Another idea would be to make an additional Ajax request before doing the "real" one. If the first request fails or gets a
text/htmlcontent type back, you know you are no longer logged in. Not very elegant but easier than trying to count the session duration on client side (which is bound to be unreliable).我相信您正在处理一个会话,其超时信息存储在服务器端(客户端不一定知道他的会话何时不再有效)。获取该信息并将其与请求一起发送给客户端。一个简单的
setTimeout(notifySessionExpiration, sessTimeout * 1000)就可以解决问题。回答外围问题:
如果您正在处理 XML 请求,则将
$ajax设置为 true,假设浏览器发送兼容的标头(现在通常这样做)。您可能需要隔离发送 302 的代码部分(可能是一个应用程序范围的控制器,负责根据会话获取用户的个人信息),并在
$ajax的情况下组合一个异常真的。您可能想要发回 401 或 403,然后让 Javascript 回调以特定方式响应该状态(例如,重定向到登录页面或提供弹出 Ajax 登录覆盖层)。如果这只是一个玩具网站,并且您愿意亲自动手创建更强大的解决方案,我可以提出以下建议。
.html或无扩展名路径生成 HTML,例如GET /mypage.html或GET /mypage< /code>,而 XHR 定制的内容应具有GET /mypage.json或GET /mypage.xml性质。这并不是说 XHR 永远不应该获得 HTML 响应。有时,它是非常合适的,例如当您加载登录表单的 HTML 代码片段时或者您只是使用 AJAX 进行页面转换时。I believe you're dealing with a session, whose timeout information is stored server-side (the client doesn't necessarily know when his session will no longer be valid). Get that information and send it to the client with the request.
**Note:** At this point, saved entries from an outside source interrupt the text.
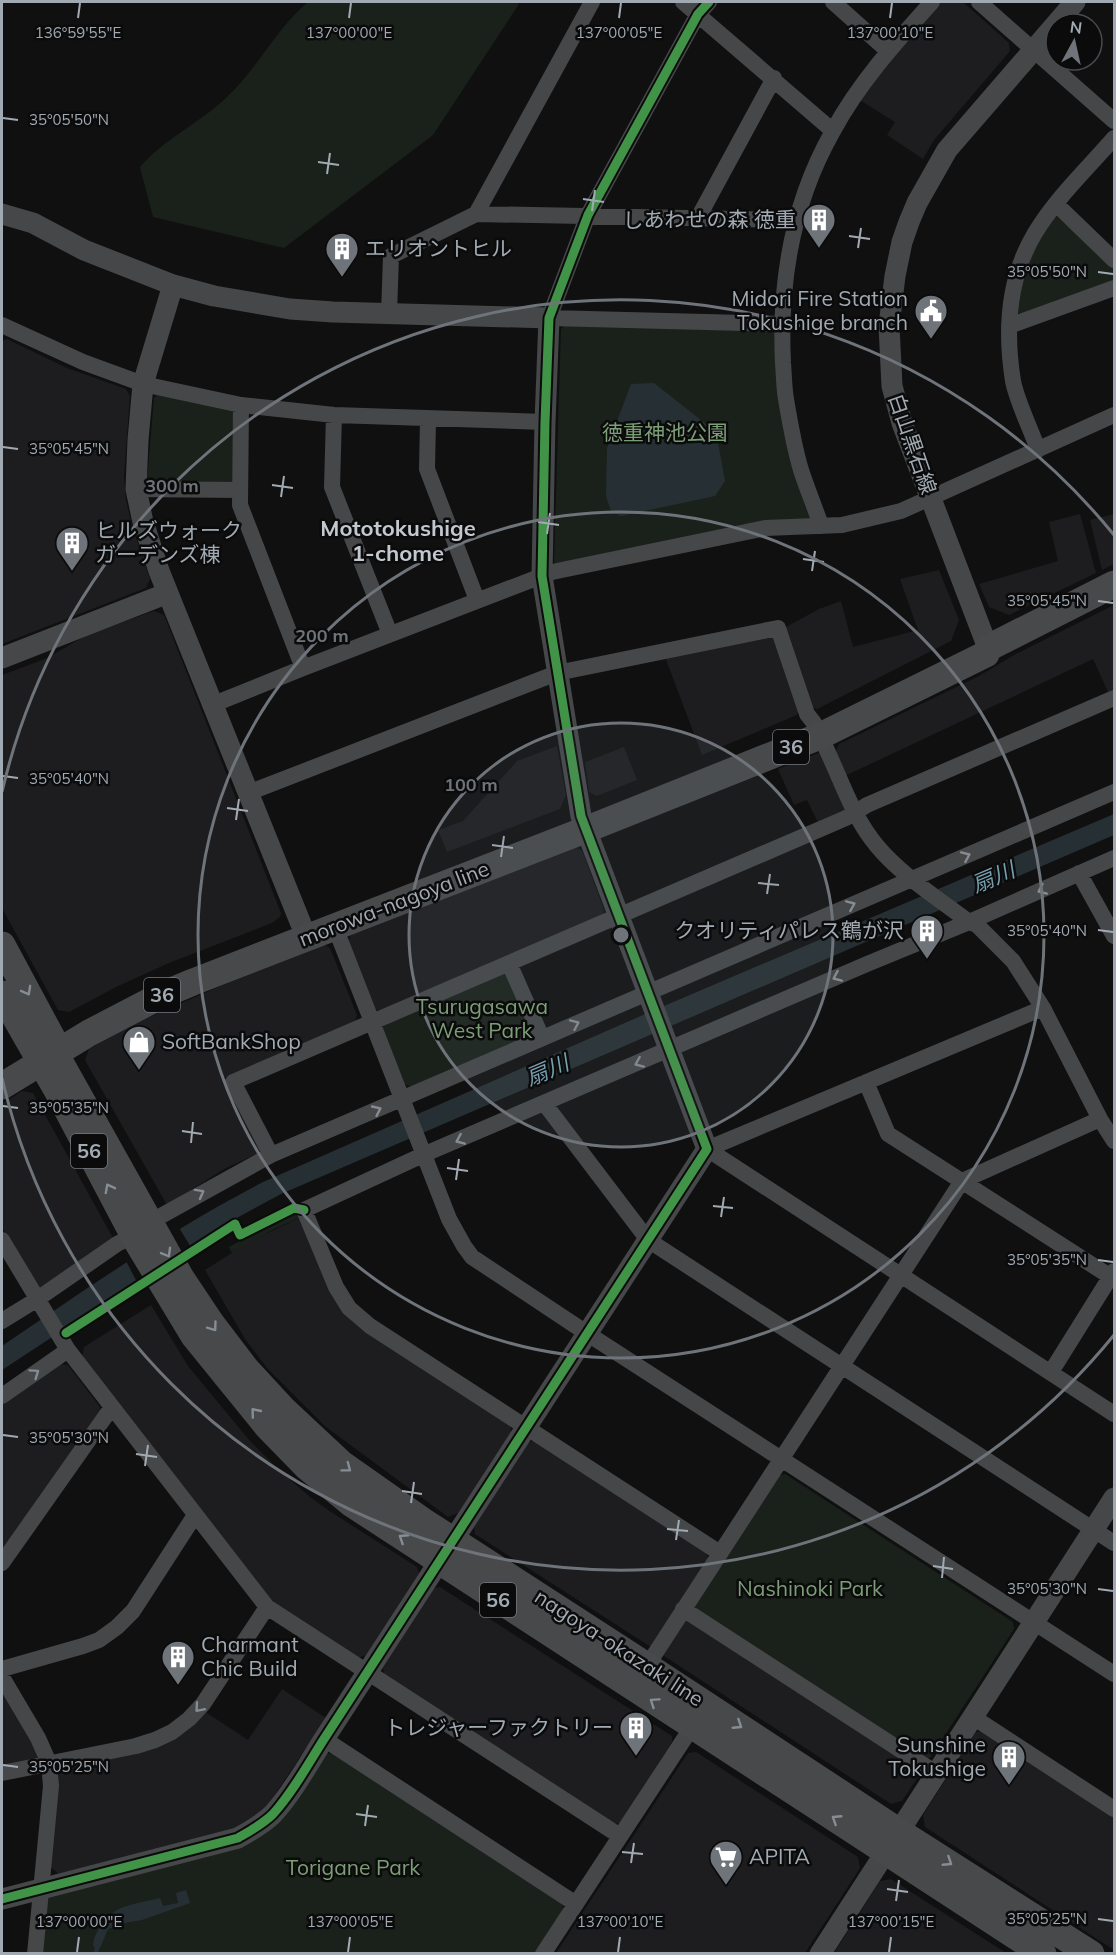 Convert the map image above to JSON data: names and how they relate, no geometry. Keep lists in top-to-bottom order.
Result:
{
  "streets": {
    "main road": [
      "36",
      "morowa-nagoya line",
      "56",
      "nagoya-okazaki line"
    ],
    "street": ["白山黒石線"]
  },
  "crossings": [
    ["白山黒石線", "morowa-nagoya line"],
    ["morowa-nagoya line", "nagoya-okazaki line"]
  ],
  "districts": ["Mototokushige 1-chome"],
  "water": ["扇川"],
  "parks": [
    "徳重神池公園",
    "Tsurugasawa West Park",
    "Nashinoki Park",
    "Torigane Park"
  ],
  "places": {
    "building": [
      "しあわせの森 徳重",
      "エリオントヒル",
      "ヒルズウォーク ガーデンズ棟",
      "クオリティパレス鶴が沢",
      "Charmant Chic Build",
      "トレジャーファクトリー",
      "Sunshine Tokushige"
    ],
    "public building": ["Midori Fire Station Tokushige branch"],
    "shop": ["SoftBankShop"],
    "supermarket": ["APITA"]
  },
  "north": "top",
  "coordinates": [
    "136°59'55\"E",
    "137°00'00\"E",
    "137°00'05\"E",
    "137°00'10\"E",
    "35°05'50\"N",
    "35°05'45\"N",
    "35°05'40\"N",
    "35°05'35\"N",
    "35°05'30\"N",
    "35°05'25\"N",
    "137°00'15\"E"
  ],
  "rings": ["300 m", "200 m", "100 m"]
} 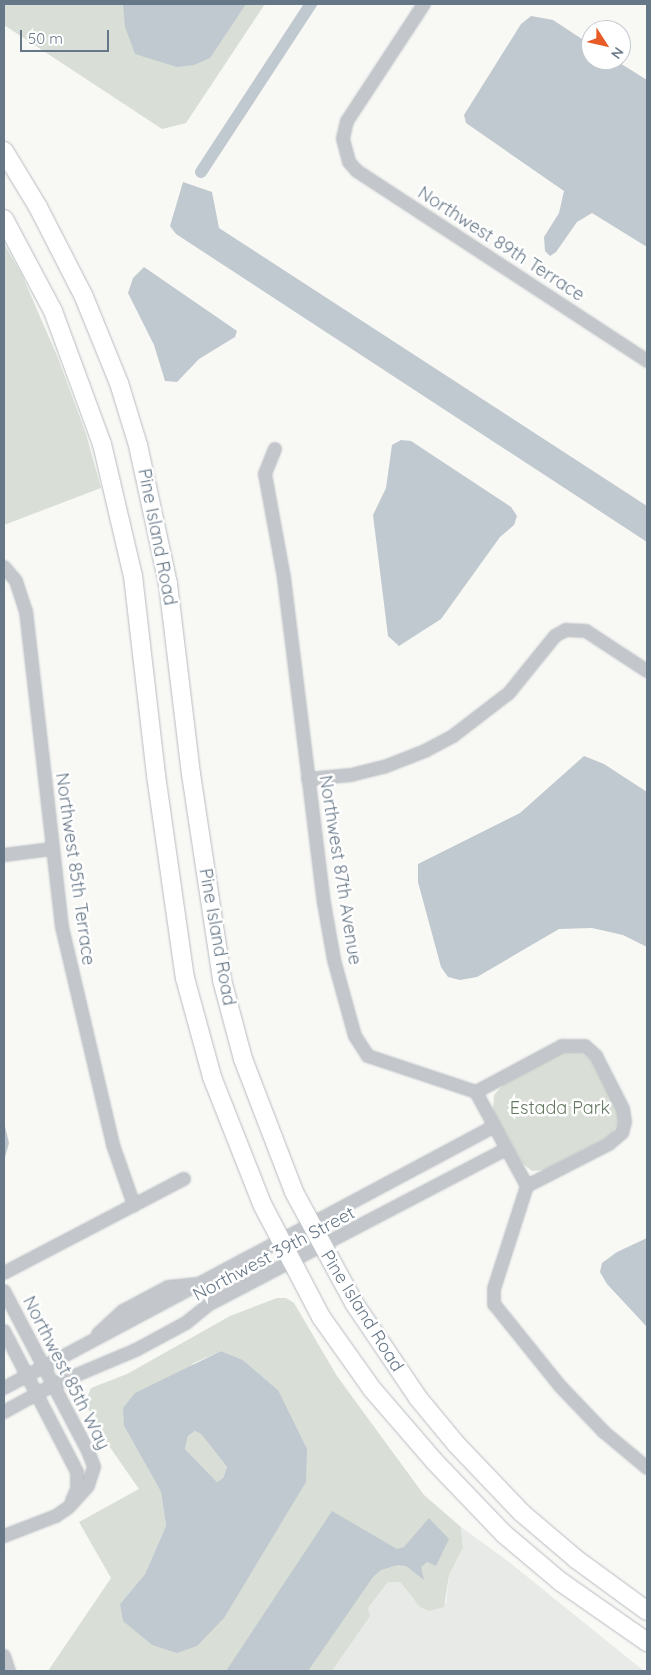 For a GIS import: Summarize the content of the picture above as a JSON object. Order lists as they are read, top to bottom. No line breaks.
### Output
{"streets":{"main road":["Pine Island Road"],"street":["Northwest 89th Terrace","Northwest 85th Terrace","Northwest 87th Avenue","Northwest 39th Street","Northwest 85th Way"]},"crossings":[["Pine Island Road","Northwest 39th Street"],["Northwest 39th Street","Northwest 85th Way"]],"parks":["Estada Park"],"scale_bar":"50 m","north":"bottom right"}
The a simple
setTimeout(notifySessionExpiration, sessTimeout * 1000)will do the trick.To answer peripheral questions:
Will set
$ajaxto true if you're dealing with an XML request, assuming the browser sends compliant headers (which it tends to do these days).You will probably want to isolate the part of your code that sends the 302 (perhaps an application-wide controller that handles fetching the user's personal information based on the session) and put together an exception if
$ajaxis true. You'd probably want to send back a 401 or 403 and then have your Javascript callback respond to that status in a particular way (e.g., redirecting to login page or providing an popup Ajax login overlay).If this is just a toy site and you're willing to get your hands dirty to create a more robust solution, I can make the following recommendations.
.htmlor extension-less paths, for instanceGET /mypage.htmlorGET /mypage, whereas XHR-tailored content should be of theGET /mypage.jsonorGET /mypage.xmlnature. This is not to say that XHR should never get an HTML response. Sometimes, it's perfectly appropriate, like when you're loading an HTML snippet for a login form or if you're just using AJAX for page transitions.